◆ **ABOUT THIS TASK**:
Write out the data again exactly, skipping every picture.

◆ **INPUT DATA**:
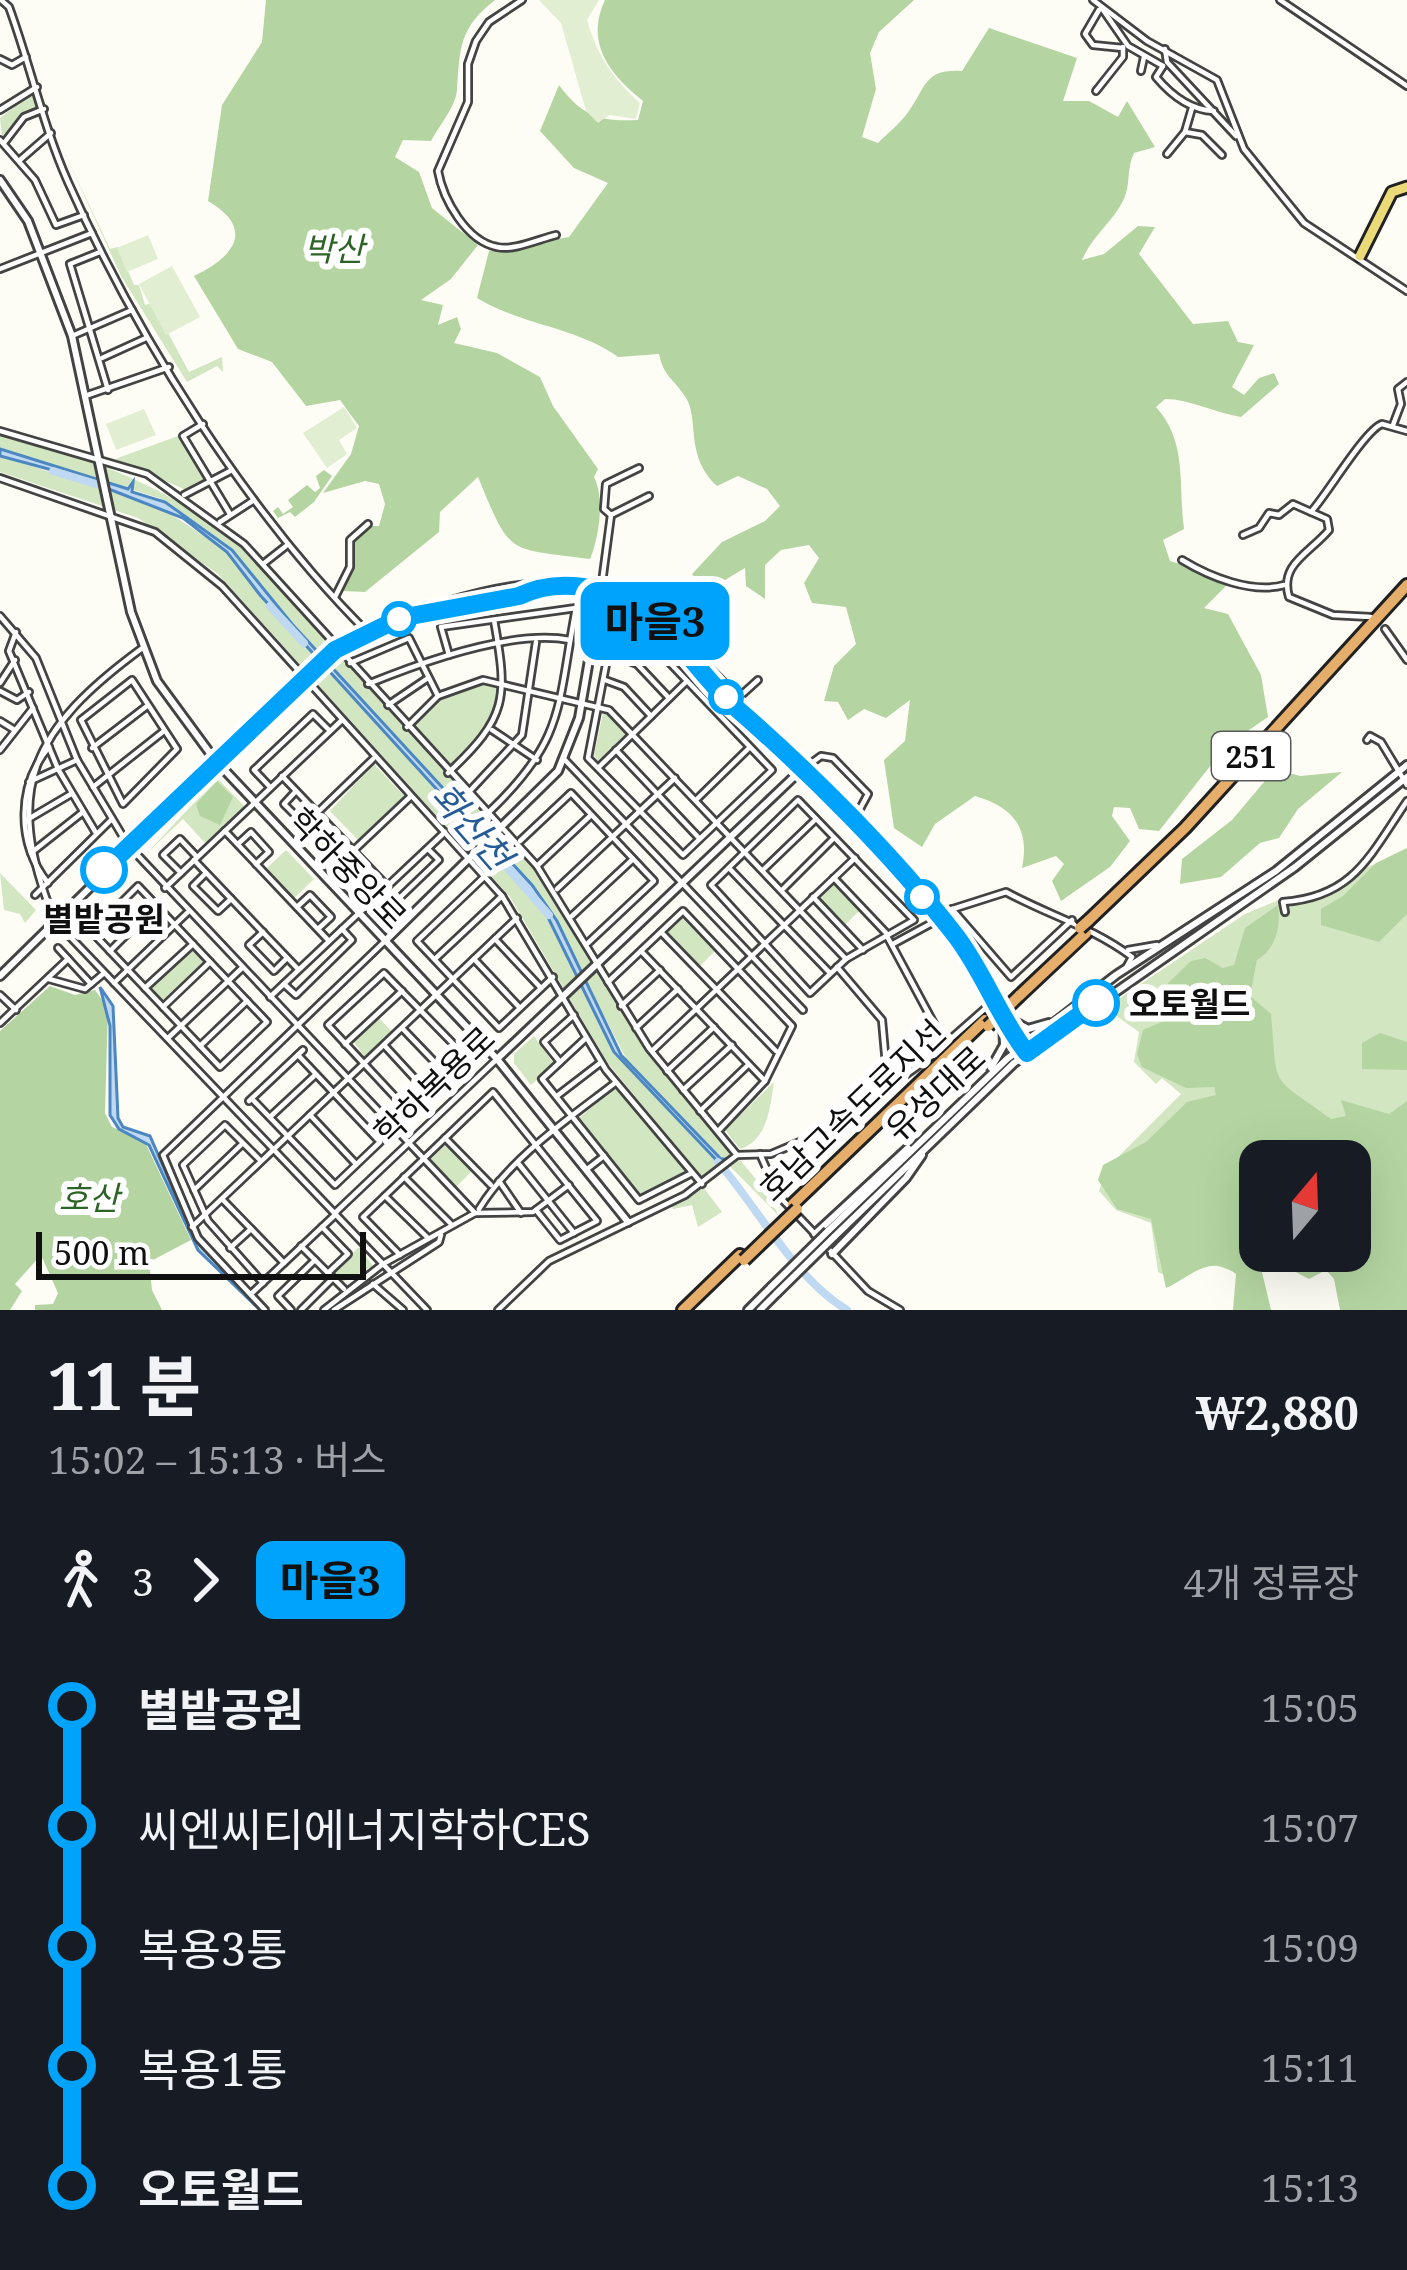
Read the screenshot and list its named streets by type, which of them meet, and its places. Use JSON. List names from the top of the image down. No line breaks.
{"streets":{"highway":["251","호남고속도로지선"],"street":["학하중앙로","학하복용로","유성대로"]},"crossings":[["학하중앙로","학하복용로"]],"water":["화산천"],"parks":["박산","호산"],"places":["별밭공원","오토월드"],"lines":["bus line 마을3"],"scale_bar":"500 m","north":"top","page":{"on_map":"마을3","scale":"500 m","heading":["11 분","15:02 – 15:13 · 버스","₩2,880"],"legs":["3","마을3","4개 정류장"],"list":[{"name":"별밭공원","value":"15:05"},{"name":"씨엔씨티에너지학하CES","value":"15:07"},{"name":"복용3통","value":"15:09"},{"name":"복용1통","value":"15:11"},{"name":"오토월드","value":"15:13"}]}}
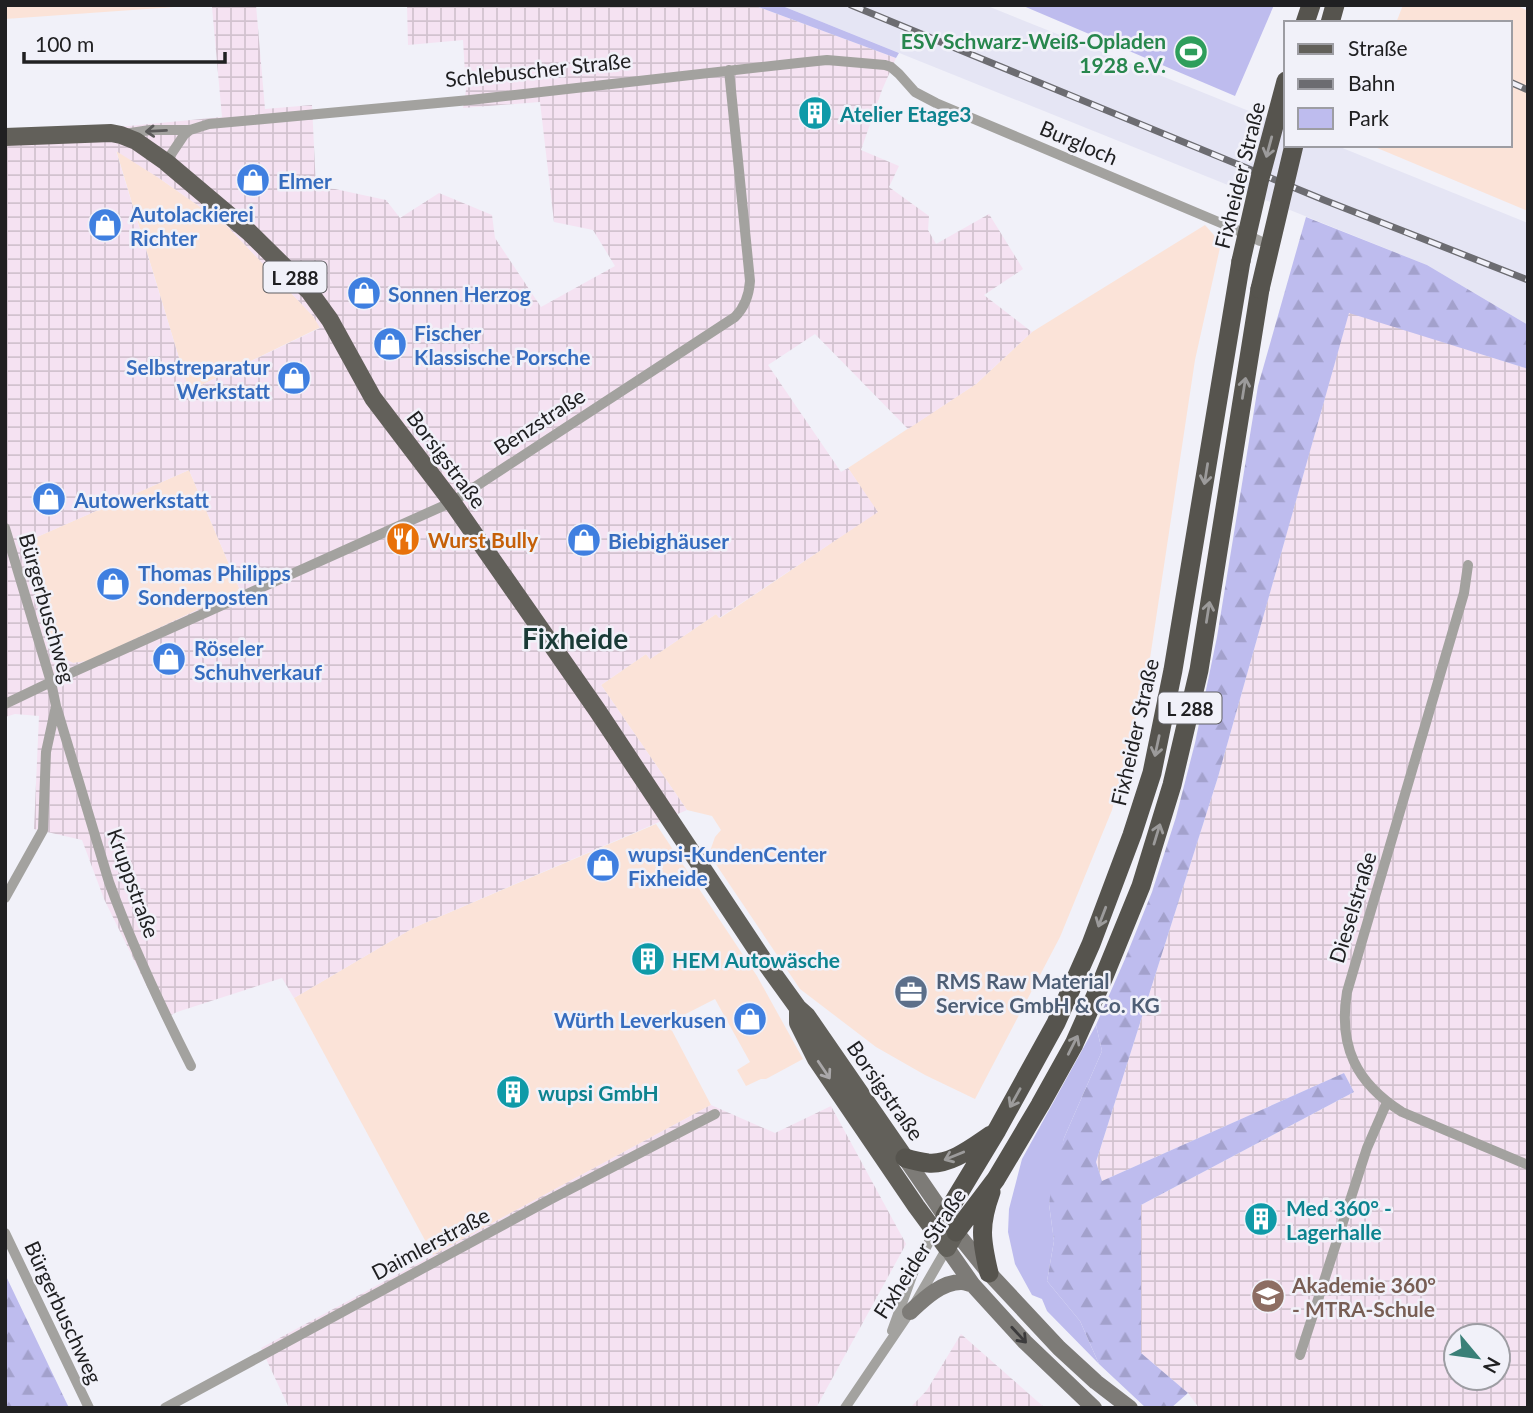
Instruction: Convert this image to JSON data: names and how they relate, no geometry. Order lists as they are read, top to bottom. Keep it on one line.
{"streets":{"highway":["Fixheider Straße","L 288"],"main road":["Schlebuscher Straße","Borsigstraße"],"street":["Burgloch","Benzstraße","Bürgerbuschweg","Kruppstraße","Dieselstraße","Daimlerstraße"]},"crossings":[["Schlebuscher Straße","Burgloch"],["Schlebuscher Straße","Benzstraße"],["Schlebuscher Straße","Borsigstraße"],["Fixheider Straße","L 288"],["Fixheider Straße","Borsigstraße"],["L 288","Borsigstraße"],["Benzstraße","Borsigstraße"],["Benzstraße","Bürgerbuschweg"],["Bürgerbuschweg","Kruppstraße"]],"districts":["Fixheide"],"places":{"sports":["ESV Schwarz-Weiß-Opladen 1928 e.V."],"building":["Atelier Etage3","HEM Autowäsche","wupsi GmbH","Med 360° - Lagerhalle"],"shop":["Elmer","Autolackierei Richter","Sonnen Herzog","Fischer Klassische Porsche","Selbstreparatur Werkstatt","Autowerkstatt","Biebighäuser","Thomas Philipps Sonderposten","Röseler Schuhverkauf","wupsi-KundenCenter Fixheide","Würth Leverkusen"],"restaurant":["Wurst Bully"],"office":["RMS Raw Material Service GmbH & Co. KG"],"school or university":["Akademie 360° - MTRA-Schule"]},"legend":["Straße","Bahn","Park"],"scale_bar":"100 m","north":"bottom right"}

◆ **TASK ANSWER**:
Read the screenshot and list its named streets by type, which of them meet, and its places. Use JSON. List names from the top of the image down. No line breaks.
{"streets":{"highway":["251","호남고속도로지선"],"street":["학하중앙로","학하복용로","유성대로"]},"crossings":[["학하중앙로","학하복용로"]],"water":["화산천"],"parks":["박산","호산"],"places":["별밭공원","오토월드"],"lines":["bus line 마을3"],"scale_bar":"500 m","north":"top","page":{"on_map":"마을3","scale":"500 m","heading":["11 분","15:02 – 15:13 · 버스","₩2,880"],"legs":["3","마을3","4개 정류장"],"list":[{"name":"별밭공원","value":"15:05"},{"name":"씨엔씨티에너지학하CES","value":"15:07"},{"name":"복용3통","value":"15:09"},{"name":"복용1통","value":"15:11"},{"name":"오토월드","value":"15:13"}]}}
Instruction: Convert this image to JSON data: names and how they relate, no geometry. Order lists as they are read, top to bottom. Keep it on one line.
{"streets":{"highway":["Fixheider Straße","L 288"],"main road":["Schlebuscher Straße","Borsigstraße"],"street":["Burgloch","Benzstraße","Bürgerbuschweg","Kruppstraße","Dieselstraße","Daimlerstraße"]},"crossings":[["Schlebuscher Straße","Burgloch"],["Schlebuscher Straße","Benzstraße"],["Schlebuscher Straße","Borsigstraße"],["Fixheider Straße","L 288"],["Fixheider Straße","Borsigstraße"],["L 288","Borsigstraße"],["Benzstraße","Borsigstraße"],["Benzstraße","Bürgerbuschweg"],["Bürgerbuschweg","Kruppstraße"]],"districts":["Fixheide"],"places":{"sports":["ESV Schwarz-Weiß-Opladen 1928 e.V."],"building":["Atelier Etage3","HEM Autowäsche","wupsi GmbH","Med 360° - Lagerhalle"],"shop":["Elmer","Autolackierei Richter","Sonnen Herzog","Fischer Klassische Porsche","Selbstreparatur Werkstatt","Autowerkstatt","Biebighäuser","Thomas Philipps Sonderposten","Röseler Schuhverkauf","wupsi-KundenCenter Fixheide","Würth Leverkusen"],"restaurant":["Wurst Bully"],"office":["RMS Raw Material Service GmbH & Co. KG"],"school or university":["Akademie 360° - MTRA-Schule"]},"legend":["Straße","Bahn","Park"],"scale_bar":"100 m","north":"bottom right"}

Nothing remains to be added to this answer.